◆ EXERCISE ◆
Of the entries below, restate word for word only the section that runs from the line with "M151,611l9,13 7,-5 8,10 -32,21 -16,-23z" to the line with "M74,804l17,25 -10,7 -17,-26z", counting both ends.

[Start of section]

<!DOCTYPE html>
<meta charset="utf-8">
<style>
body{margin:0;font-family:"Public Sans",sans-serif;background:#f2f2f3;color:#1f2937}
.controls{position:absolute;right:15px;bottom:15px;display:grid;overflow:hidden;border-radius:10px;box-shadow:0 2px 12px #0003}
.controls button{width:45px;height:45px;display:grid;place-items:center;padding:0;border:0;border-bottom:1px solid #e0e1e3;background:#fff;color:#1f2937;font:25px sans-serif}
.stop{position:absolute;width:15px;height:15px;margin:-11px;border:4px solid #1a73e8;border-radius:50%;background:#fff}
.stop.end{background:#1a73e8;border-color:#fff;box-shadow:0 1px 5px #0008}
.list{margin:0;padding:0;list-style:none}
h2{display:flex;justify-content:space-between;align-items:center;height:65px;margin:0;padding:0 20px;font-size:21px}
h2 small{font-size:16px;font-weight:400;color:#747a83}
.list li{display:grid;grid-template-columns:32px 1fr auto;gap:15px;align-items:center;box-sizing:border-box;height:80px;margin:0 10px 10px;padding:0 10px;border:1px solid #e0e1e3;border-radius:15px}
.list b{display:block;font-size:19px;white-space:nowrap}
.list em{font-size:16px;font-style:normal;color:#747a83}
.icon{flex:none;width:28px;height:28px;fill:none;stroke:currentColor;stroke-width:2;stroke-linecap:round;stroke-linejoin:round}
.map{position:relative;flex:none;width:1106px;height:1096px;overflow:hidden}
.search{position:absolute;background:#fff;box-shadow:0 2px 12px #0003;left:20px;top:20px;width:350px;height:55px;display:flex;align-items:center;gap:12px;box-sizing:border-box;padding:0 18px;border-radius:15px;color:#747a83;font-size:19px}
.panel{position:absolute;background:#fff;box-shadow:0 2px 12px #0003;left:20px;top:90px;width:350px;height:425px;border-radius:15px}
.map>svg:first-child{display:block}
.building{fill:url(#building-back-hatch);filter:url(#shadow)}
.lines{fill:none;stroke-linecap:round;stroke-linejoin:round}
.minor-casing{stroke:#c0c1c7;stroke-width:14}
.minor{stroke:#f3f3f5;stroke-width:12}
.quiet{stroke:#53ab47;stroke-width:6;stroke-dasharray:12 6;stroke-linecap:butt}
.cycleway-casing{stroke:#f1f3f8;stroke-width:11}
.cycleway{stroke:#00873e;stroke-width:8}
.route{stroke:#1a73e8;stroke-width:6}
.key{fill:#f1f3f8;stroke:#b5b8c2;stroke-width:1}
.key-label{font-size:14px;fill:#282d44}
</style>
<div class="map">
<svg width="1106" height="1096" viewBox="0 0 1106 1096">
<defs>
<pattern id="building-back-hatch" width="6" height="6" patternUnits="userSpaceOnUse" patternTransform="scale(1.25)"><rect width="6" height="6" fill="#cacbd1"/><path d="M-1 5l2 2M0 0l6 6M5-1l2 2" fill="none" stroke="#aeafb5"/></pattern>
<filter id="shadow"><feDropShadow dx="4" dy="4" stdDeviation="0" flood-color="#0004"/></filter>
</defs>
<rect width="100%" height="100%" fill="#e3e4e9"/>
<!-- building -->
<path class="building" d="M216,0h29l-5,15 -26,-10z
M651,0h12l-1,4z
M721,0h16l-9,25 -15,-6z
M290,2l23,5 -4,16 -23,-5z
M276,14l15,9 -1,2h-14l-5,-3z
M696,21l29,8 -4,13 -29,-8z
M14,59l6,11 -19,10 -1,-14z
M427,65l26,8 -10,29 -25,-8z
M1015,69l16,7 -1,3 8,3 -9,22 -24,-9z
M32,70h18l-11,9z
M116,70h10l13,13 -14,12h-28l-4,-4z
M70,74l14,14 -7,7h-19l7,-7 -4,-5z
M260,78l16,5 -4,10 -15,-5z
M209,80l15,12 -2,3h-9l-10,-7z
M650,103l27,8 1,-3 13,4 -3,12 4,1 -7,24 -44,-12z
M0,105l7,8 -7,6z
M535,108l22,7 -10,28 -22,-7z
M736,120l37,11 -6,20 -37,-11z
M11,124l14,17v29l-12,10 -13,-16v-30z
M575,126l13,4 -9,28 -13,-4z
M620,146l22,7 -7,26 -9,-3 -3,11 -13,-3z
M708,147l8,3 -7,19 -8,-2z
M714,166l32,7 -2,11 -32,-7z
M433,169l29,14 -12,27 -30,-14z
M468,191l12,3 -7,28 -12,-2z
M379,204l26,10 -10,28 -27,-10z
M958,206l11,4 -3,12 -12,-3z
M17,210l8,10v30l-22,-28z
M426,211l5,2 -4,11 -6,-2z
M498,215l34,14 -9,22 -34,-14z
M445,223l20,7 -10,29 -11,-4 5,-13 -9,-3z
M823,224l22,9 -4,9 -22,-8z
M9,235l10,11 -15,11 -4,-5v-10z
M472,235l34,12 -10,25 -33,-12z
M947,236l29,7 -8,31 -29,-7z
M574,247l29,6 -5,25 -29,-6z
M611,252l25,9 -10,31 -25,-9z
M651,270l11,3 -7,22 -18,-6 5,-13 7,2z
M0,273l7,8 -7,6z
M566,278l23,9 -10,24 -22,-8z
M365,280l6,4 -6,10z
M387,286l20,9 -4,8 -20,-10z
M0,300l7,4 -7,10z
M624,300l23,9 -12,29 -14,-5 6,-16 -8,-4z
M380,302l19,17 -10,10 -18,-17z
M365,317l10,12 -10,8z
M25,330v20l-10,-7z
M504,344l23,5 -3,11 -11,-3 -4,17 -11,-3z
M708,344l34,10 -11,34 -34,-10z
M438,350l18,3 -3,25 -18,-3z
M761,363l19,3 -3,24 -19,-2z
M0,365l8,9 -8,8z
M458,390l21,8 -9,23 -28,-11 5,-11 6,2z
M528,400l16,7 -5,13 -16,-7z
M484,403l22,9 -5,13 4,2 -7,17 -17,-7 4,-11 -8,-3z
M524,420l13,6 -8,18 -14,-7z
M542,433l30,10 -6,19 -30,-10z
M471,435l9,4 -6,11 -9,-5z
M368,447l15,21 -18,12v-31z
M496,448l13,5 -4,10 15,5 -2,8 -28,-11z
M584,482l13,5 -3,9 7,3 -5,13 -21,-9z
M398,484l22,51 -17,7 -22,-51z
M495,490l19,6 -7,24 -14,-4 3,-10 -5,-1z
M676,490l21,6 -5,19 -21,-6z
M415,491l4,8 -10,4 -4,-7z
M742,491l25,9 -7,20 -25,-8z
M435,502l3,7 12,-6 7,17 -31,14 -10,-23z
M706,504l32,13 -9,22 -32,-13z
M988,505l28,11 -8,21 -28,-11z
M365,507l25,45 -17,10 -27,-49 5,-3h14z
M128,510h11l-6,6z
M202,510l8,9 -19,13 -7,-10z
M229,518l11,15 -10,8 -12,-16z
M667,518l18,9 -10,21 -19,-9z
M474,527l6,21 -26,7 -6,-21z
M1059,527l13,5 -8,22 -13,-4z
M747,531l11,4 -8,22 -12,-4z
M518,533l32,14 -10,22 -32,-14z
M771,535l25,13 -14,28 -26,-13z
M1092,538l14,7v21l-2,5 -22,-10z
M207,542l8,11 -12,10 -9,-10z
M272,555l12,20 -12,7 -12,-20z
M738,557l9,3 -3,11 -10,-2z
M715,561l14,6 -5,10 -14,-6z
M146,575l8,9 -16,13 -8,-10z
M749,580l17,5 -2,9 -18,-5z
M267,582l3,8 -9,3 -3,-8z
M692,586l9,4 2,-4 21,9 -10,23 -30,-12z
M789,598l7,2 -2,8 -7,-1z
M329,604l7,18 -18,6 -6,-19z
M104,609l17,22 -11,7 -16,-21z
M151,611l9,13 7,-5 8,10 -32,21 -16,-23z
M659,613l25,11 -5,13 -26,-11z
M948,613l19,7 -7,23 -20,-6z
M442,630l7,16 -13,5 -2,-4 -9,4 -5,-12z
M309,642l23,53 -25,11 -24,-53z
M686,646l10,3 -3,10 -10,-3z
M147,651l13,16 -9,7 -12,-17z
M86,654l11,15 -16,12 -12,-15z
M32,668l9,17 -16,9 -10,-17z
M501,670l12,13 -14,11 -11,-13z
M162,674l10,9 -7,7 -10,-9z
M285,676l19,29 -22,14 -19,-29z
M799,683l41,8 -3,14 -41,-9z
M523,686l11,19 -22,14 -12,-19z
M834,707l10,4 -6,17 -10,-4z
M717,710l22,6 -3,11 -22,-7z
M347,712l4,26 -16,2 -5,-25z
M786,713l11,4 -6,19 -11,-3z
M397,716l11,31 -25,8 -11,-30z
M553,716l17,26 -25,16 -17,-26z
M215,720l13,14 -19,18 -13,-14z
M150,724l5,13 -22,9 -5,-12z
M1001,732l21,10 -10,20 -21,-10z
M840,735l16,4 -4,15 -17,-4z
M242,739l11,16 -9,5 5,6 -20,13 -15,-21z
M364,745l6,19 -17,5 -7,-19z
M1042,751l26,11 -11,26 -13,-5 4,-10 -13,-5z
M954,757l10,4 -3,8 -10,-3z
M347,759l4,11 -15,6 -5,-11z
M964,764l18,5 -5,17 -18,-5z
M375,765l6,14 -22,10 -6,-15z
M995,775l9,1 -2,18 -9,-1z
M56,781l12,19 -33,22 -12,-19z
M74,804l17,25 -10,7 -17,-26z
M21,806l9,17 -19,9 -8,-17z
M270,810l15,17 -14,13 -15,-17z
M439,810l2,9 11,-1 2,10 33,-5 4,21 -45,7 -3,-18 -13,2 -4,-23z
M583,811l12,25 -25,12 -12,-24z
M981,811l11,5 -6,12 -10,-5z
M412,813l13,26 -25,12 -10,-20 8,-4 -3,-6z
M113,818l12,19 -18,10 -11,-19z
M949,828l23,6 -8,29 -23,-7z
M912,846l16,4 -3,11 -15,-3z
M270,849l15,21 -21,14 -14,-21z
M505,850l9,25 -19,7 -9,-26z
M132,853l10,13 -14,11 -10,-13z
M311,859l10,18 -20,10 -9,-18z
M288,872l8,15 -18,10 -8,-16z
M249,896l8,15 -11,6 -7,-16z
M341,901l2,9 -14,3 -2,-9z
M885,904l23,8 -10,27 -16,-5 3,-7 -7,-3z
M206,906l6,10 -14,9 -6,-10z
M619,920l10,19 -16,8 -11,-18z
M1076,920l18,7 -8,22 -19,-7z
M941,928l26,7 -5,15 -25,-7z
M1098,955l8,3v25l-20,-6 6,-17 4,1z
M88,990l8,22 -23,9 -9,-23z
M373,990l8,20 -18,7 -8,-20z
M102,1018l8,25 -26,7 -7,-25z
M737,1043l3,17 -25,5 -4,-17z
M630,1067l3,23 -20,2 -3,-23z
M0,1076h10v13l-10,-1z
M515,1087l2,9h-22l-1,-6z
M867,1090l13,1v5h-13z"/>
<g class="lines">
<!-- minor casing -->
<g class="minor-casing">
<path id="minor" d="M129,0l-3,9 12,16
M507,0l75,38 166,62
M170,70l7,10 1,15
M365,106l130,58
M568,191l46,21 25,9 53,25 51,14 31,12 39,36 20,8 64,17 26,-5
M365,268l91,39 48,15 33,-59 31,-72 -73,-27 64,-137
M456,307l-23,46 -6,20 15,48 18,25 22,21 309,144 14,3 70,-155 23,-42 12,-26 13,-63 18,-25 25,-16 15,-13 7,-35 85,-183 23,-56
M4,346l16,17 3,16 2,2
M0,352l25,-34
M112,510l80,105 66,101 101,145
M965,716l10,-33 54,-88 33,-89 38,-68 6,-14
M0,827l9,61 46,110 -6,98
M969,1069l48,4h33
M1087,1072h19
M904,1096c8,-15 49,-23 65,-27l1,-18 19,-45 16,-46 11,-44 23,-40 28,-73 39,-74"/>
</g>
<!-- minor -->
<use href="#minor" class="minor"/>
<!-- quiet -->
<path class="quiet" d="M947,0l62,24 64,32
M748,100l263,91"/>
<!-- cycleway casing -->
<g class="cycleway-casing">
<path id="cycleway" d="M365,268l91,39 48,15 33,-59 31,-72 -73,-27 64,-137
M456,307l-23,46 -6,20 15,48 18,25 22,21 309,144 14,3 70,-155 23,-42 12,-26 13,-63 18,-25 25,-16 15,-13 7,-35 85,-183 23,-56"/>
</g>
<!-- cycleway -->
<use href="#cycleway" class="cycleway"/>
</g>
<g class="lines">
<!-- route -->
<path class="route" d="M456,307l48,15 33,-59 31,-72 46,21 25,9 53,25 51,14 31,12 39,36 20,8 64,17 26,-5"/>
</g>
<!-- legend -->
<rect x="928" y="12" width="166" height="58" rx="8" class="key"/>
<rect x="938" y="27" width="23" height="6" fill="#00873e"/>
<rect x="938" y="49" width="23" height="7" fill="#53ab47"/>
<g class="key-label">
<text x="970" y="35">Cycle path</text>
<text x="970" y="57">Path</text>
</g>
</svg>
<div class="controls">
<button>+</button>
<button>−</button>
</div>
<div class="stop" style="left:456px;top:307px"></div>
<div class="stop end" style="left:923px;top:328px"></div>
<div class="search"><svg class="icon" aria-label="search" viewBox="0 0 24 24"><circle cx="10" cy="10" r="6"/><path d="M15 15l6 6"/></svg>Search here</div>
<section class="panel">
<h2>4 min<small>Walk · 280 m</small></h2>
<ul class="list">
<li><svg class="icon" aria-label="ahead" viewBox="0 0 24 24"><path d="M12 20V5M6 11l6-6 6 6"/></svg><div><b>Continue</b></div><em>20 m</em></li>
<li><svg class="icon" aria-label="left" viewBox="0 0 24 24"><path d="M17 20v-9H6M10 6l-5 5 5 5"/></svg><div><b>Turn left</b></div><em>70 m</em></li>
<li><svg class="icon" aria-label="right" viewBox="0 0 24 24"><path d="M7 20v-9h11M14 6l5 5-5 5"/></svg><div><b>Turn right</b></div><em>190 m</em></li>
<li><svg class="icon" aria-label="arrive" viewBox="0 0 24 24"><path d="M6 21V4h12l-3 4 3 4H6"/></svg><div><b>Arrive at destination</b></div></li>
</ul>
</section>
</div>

[End of section]

◆ TASK RESULT ◆
M151,611l9,13 7,-5 8,10 -32,21 -16,-23z
M659,613l25,11 -5,13 -26,-11z
M948,613l19,7 -7,23 -20,-6z
M442,630l7,16 -13,5 -2,-4 -9,4 -5,-12z
M309,642l23,53 -25,11 -24,-53z
M686,646l10,3 -3,10 -10,-3z
M147,651l13,16 -9,7 -12,-17z
M86,654l11,15 -16,12 -12,-15z
M32,668l9,17 -16,9 -10,-17z
M501,670l12,13 -14,11 -11,-13z
M162,674l10,9 -7,7 -10,-9z
M285,676l19,29 -22,14 -19,-29z
M799,683l41,8 -3,14 -41,-9z
M523,686l11,19 -22,14 -12,-19z
M834,707l10,4 -6,17 -10,-4z
M717,710l22,6 -3,11 -22,-7z
M347,712l4,26 -16,2 -5,-25z
M786,713l11,4 -6,19 -11,-3z
M397,716l11,31 -25,8 -11,-30z
M553,716l17,26 -25,16 -17,-26z
M215,720l13,14 -19,18 -13,-14z
M150,724l5,13 -22,9 -5,-12z
M1001,732l21,10 -10,20 -21,-10z
M840,735l16,4 -4,15 -17,-4z
M242,739l11,16 -9,5 5,6 -20,13 -15,-21z
M364,745l6,19 -17,5 -7,-19z
M1042,751l26,11 -11,26 -13,-5 4,-10 -13,-5z
M954,757l10,4 -3,8 -10,-3z
M347,759l4,11 -15,6 -5,-11z
M964,764l18,5 -5,17 -18,-5z
M375,765l6,14 -22,10 -6,-15z
M995,775l9,1 -2,18 -9,-1z
M56,781l12,19 -33,22 -12,-19z
M74,804l17,25 -10,7 -17,-26z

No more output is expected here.